Gegen die Schützengesellschaft wollte er in einem Eilverfahren eine einstweilige Verfügung erwirken. Konkret wollte der 60-Jährige erreichen, dass der Verein künftig nicht mehr öffentlich behaupten darf, dass er freiwillig von seinem Amt zurückgetreten wäre. Zudem wollte Rosenkötter wieder als König eingesetzt werden.

Hofpaare hatten abgedankt

Die Vorgeschichte ist schon einige Monate alt: Wie berichtet, sollen im vergangenen Herbst mehrere Hofpaare des aktuellen Schützenthrons abgedankt haben. In der Folge dementierte Rosenkötter – er hatte sich im September beim Königsschießen den Majestätentitel gesichert –, dass er ebenfalls zurückgetreten sei. Der offizielle Tenor der Schützengesellschaft zu dem Thema war, „dass es innerhalb der Hofgemeinschaft zu unüberbrückbaren Differenzen“ gekommen sei und Rosenkötter freiwillig sein Amt niedergelegt und die Throninsignien abgegeben habe. An seiner Stelle wurde daraufhin Carsten Stellmacher, der Zweitplatzierte des Königsschießens, neue Majestät. Rosenkötter stellte den Ablauf der Dinge anders dar.

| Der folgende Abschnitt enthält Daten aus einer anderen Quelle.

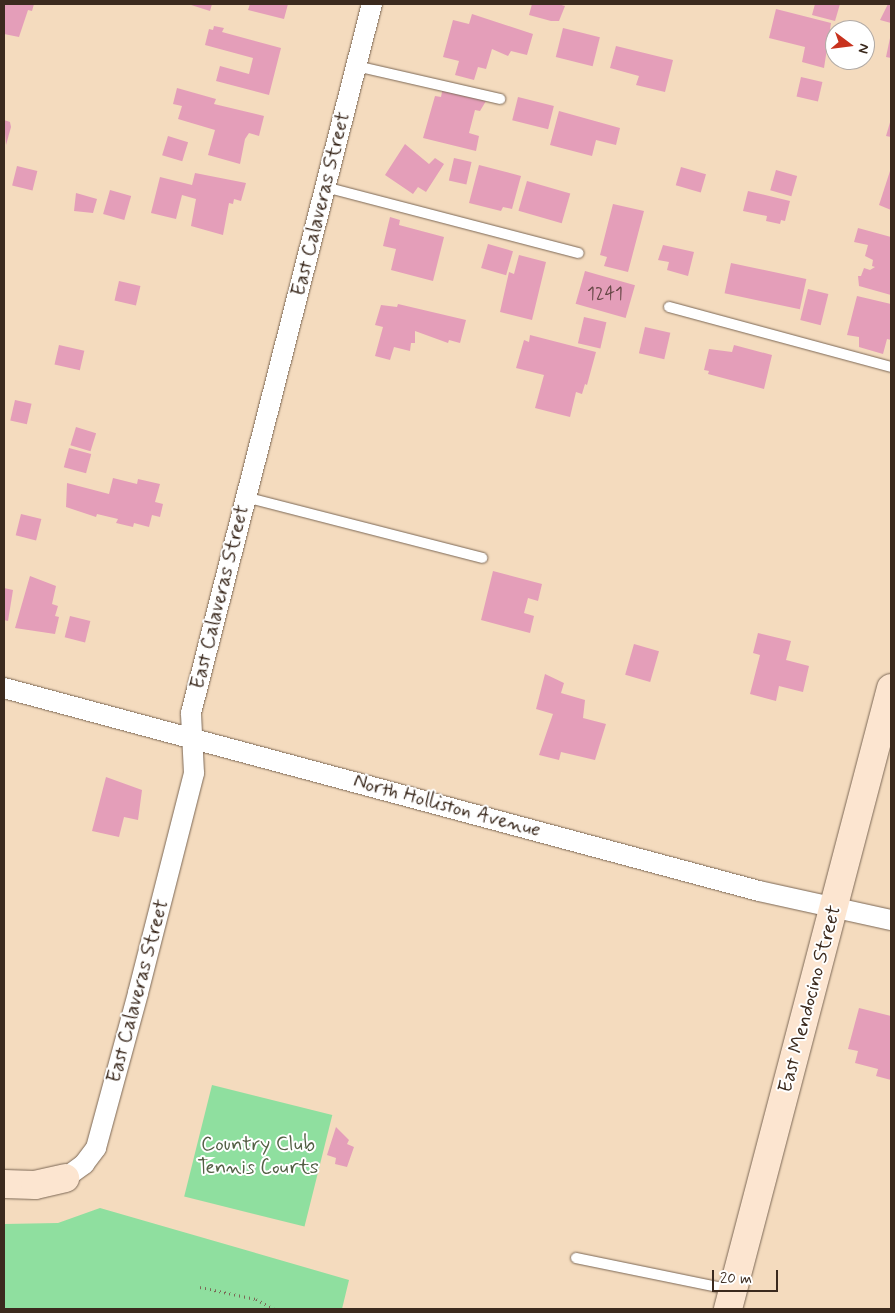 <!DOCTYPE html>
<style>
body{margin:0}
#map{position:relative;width:895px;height:1313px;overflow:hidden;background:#f4dbbe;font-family:Mynerve,sans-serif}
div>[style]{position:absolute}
.green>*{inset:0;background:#8fdf9f;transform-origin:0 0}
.building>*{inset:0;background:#e49eb9;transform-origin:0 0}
.path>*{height:3px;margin-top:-1.5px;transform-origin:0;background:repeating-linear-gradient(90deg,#7c6856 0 1px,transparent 0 5px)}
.roads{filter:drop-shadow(0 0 1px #7c6856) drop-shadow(0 0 1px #7c6856)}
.lane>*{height:10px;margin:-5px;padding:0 5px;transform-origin:5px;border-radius:5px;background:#fff}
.street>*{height:20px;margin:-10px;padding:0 10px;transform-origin:10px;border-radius:10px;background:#fff}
.secondary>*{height:28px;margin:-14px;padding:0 14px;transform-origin:14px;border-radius:14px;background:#fce5d0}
span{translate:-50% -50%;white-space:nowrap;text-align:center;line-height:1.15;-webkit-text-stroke:4px #fff;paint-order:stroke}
.number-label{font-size:18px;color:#654745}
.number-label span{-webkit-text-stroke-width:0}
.street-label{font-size:20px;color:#3b2a1e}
.park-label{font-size:20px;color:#546045}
.frame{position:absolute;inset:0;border:5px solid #3b2a1e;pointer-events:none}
.north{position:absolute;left:825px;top:20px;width:50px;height:50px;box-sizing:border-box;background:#fff;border:1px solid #b1aaa5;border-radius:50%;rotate:105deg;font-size:14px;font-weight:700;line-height:20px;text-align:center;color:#3b2a1e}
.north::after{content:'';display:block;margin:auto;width:18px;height:22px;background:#c8321e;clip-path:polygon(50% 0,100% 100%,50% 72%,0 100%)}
.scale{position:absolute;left:712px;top:1270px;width:66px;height:22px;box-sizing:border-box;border:2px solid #3b2a1e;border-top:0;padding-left:6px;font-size:15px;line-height:18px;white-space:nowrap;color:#3b2a1e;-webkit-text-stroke:4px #fff;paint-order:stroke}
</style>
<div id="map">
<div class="green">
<i style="left:212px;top:1085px;width:124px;height:115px;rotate:14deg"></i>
<i style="clip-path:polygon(100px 1208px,349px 1280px,342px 1309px,4px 1309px,4px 1224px,58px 1223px)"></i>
</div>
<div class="building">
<i style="clip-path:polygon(4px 4px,34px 4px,32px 11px,28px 10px,19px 37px,4px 34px)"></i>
<i style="clip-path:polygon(188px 4px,212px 4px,210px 11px)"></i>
<i style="clip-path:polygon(250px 4px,288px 4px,284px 19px,248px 10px)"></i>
<i style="clip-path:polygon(532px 4px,558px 4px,565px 6px,559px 21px,551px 21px,529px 15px)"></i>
<i style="clip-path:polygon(815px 4px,840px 4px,835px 21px,812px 15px)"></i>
<i style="clip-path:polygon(888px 4px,891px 4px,891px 23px,880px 20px)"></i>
<i style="clip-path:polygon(776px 9px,831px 23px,824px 68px,802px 62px,805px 47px,769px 38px)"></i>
<i style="clip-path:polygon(472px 14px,533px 34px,527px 55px,511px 51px,508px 56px,492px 49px,486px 69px,478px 67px,474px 80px,455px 75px,459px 61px,443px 57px,453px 20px,469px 24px)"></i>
<i style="clip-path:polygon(214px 26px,224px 28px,222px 32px,281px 48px,269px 95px,216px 81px,220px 66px,249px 74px,253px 58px,205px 45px,209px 29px,213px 30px)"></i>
<i style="left:563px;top:28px;width:38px;height:30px;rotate:14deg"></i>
<i style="clip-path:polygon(890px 38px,891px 38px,891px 58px,886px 57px)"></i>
<i style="clip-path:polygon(616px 46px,673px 60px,665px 92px,636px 85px,639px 76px,610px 68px)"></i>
<i style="left:801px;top:77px;width:22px;height:20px;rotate:13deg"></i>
<i style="clip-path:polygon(443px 87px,486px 101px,480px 111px,475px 110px,469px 133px,479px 136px,476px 151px,423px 138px,435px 96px,441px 97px)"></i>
<i style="clip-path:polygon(177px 88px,216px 99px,214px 104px,264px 116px,259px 136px,249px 133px,245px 139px,240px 164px,208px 155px,215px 130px,178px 119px,182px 106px,173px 104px)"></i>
<i style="left:518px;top:97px;width:37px;height:24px;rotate:14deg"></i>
<i style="clip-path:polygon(559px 111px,620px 128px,616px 145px,596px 140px,592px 156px,550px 145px)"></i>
<i style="clip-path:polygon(891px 119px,891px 137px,886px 136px)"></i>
<i style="clip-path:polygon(4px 120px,10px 122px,11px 127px,6px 145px)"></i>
<i style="left:168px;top:136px;width:21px;height:20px;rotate:17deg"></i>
<i style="clip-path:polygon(405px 144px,429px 164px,435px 158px,444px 164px,426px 192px,418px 187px,413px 194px,385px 175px)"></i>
<i style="left:454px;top:158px;width:18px;height:23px;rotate:13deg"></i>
<i style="clip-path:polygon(479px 165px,521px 176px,512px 209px,503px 207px,501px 211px,469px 203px)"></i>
<i style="left:17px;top:166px;width:21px;height:20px;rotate:14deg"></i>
<i style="left:681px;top:167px;width:26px;height:19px;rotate:16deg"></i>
<i style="clip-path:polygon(891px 168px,891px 210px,879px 205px)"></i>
<i style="left:776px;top:170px;width:22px;height:21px;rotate:16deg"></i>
<i style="clip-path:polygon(195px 173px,246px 183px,241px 201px,234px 199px,233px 204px,229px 203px,223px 235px,191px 226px,196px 199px,182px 195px,176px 219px,151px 213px,160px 177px,192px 185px)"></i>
<i style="left:527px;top:181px;width:45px;height:31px;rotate:16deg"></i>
<i style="left:110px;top:190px;width:22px;height:25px;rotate:16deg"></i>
<i style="clip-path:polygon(748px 191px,790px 201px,785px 221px,781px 220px,780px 224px,766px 221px,767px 216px,743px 211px)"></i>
<i style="clip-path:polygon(76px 193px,97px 199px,93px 213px,74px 211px)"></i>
<i style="clip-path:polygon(613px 204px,644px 211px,628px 272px,604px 266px,607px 257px,600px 255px)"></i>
<i style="clip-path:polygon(390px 217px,400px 220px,399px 225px,444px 237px,433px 281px,391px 270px,396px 249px,383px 246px)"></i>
<i style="clip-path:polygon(858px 228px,891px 237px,891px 295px,859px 286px,858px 276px,861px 276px,864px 268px,870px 270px,875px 267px,872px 266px,873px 260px,865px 256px,868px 245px,854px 242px)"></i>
<i style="left:488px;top:244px;width:26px;height:25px;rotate:16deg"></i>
<i style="clip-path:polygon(663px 245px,694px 252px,688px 276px,667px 270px,669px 262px,658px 260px)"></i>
<i style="clip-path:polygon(519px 255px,546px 262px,532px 320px,500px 312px,509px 272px,514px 274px)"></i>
<i style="left:731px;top:263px;width:77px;height:31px;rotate:12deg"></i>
<i style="left:585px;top:271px;width:52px;height:34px;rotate:16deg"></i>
<i style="left:119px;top:281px;width:22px;height:20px;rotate:13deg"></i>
<i style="left:808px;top:289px;width:21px;height:32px;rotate:14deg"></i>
<i style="clip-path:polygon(857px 296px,891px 304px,891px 340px,887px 339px,883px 354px,859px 347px,859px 337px,847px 335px)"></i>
<i style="clip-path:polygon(398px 304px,466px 320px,460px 343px,449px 340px,448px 343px,415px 331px,415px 343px,411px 343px,410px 351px,394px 347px,390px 360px,375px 356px,383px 327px,375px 325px,381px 305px,397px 307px)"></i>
<i style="left:584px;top:317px;width:23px;height:27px;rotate:13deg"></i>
<i style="left:645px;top:327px;width:26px;height:27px;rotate:13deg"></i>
<i style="clip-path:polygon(530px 335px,596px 352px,587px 385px,585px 384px,582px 394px,576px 392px,570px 417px,535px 408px,544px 375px,516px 368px,524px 340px,529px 342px)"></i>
<i style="left:59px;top:345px;width:26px;height:20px;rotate:13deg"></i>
<i style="clip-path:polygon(734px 345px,772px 355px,764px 389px,708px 374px,709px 371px,704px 370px,709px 349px,732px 352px)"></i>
<i style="left:15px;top:400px;width:17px;height:21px;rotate:13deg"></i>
<i style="left:76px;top:427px;width:21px;height:19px;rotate:17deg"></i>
<i style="left:69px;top:448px;width:23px;height:20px;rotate:15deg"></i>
<i style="clip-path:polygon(113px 478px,137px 484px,138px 479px,160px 484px,155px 502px,163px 504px,160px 517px,152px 515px,149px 527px,134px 523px,133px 527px,116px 523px,118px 519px,97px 514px,96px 517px,66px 507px,67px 483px,109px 494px)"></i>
<i style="left:21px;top:514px;width:21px;height:22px;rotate:14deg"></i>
<i style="clip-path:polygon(493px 571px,542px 584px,538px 601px,528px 598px,524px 613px,534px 616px,530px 633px,481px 620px)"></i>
<i style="clip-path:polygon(30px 576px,56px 586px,52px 604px,58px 606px,55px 616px,59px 617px,55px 634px,15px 628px)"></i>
<i style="clip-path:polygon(4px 588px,13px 590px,8px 621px,4px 620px)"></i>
<i style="left:70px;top:616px;width:21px;height:22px;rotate:14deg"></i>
<i style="clip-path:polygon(758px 633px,791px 641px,786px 660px,809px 666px,803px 692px,779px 686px,776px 701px,750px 694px,760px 655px,753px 653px)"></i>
<i style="left:634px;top:644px;width:26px;height:32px;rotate:16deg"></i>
<i style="clip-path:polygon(545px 674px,564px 683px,561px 693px,585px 700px,583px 718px,606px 724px,595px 760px,561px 752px,559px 760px,539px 755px,553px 714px,536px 709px)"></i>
<i style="clip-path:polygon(106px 777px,142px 790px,138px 820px,124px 817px,119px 837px,92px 831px)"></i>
<i style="clip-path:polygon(859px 1008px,891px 1016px,891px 1080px,876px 1076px,878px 1069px,855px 1063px,858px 1051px,848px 1049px)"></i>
<i style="clip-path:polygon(336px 1127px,349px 1140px,347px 1144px,354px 1147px,347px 1167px,335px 1164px,336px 1158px,327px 1155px)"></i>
</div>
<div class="path">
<i style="left:200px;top:1287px;width:57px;rotate:12.1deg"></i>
<i style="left:256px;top:1299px;width:21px;rotate:29deg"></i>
</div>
<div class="roads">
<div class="lane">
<i style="left:356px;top:66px;width:148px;rotate:12.9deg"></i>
<i style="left:325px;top:187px;width:262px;rotate:14.6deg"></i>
<i style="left:669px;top:307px;width:230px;rotate:15.1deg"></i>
<i style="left:245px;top:497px;width:245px;rotate:14.4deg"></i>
<i style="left:576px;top:1258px;width:159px;rotate:11.6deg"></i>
</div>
<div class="street">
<i style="left:4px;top:688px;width:782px;rotate:15.05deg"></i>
<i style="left:759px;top:891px;width:135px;rotate:12.4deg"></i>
<i style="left:65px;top:1178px;width:24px;rotate:-36deg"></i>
<i style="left:84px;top:1164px;width:20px;rotate:-53deg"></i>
<i style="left:96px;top:1148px;width:161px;rotate:-74.8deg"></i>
<i style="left:138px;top:993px;width:227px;rotate:-75.7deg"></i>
<i style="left:194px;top:773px;width:60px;rotate:-92.9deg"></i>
<i style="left:191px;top:713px;width:732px;rotate:-75.68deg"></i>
</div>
<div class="secondary">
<i style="left:4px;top:1184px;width:31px;rotate:2deg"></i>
<i style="left:35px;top:1185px;width:31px;rotate:-13deg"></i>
<i style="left:728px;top:1309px;width:642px;rotate:-75.29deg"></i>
</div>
</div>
<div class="number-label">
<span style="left:605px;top:294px">1241</span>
</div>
<div class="street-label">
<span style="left:321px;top:204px;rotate:-76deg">East Calaveras Street</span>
<span style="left:220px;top:597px;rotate:-76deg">East Calaveras Street</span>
<span style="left:447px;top:806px;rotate:15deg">North Holliston Avenue</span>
<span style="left:138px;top:991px;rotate:-75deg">East Calaveras Street</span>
<span style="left:810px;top:999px;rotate:-75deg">East Mendocino Street</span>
</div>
<div class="park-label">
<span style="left:258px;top:1156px">Country Club<br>Tennis Courts</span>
</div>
<div class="frame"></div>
<div class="north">N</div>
<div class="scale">20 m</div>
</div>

Bei einem Gerichtstermin am Donnerstag trafen die beiden Streitparteien – Rosenkötter und für den Verein dessen Vorsitzender Joachim Brand – aufeinander. „Das hat mit Unterbrechungen gut zwei Stunden gedauert“, so Rosenkötter, der sich anwaltlich vertreten ließ, im Gespräch mit dieser Zeitung. Eine Einigung blieb jedoch aus. „Wir haben vergeblich versucht, eine auch für Herrn Rosenkötter gesichtswahrende Erklärung für die Presse zu formulieren, damit in der Sache nicht weiter Öl ins Feuer gegossen wird“, erklärte Jochen Willmann, Anwalt der Schützengesellschaft.

Antrag abgelehnt

Der Gerichtstermin selbst endete zwar ergebnislos, eine Entscheidung fiel allerdings am späten Donnerstagnachmittag dennoch, wie Gerichtsdirektor Thomas Bröderhausen am Freitagmorgen auf Anfrage erklärte. „Der Richter hat den Antrag auf Erlass einer einstweiligen Verfügung abgelehnt“, so der Jurist. Eine schriftliche Begründung soll den Streitparteien noch zugestellt werden, so Bröderhausen weiter.

Rechtsmittel prüfen

„Ich bin absolut geplättet. Ich bin ja nie zurückgetreten und somit hätte es auch gar keinen neuen König geben dürfen. Ich weiß nicht, was den Richter zu dieser Entscheidung bewogen hat“, kommentierte Thomas Rosenkötter die Ablehnung seines Antrags. Und weiter: „Ich bin damit absolut nicht einverstanden und werde mich in der Sache in der nächsten Woche mit meinem Anwalt beraten, ob wir Rechtsmittel einlegen.“

Der Zoff um die Bünder Schützenkrone könnte vor Gericht also noch in eine weitere Runde gehen.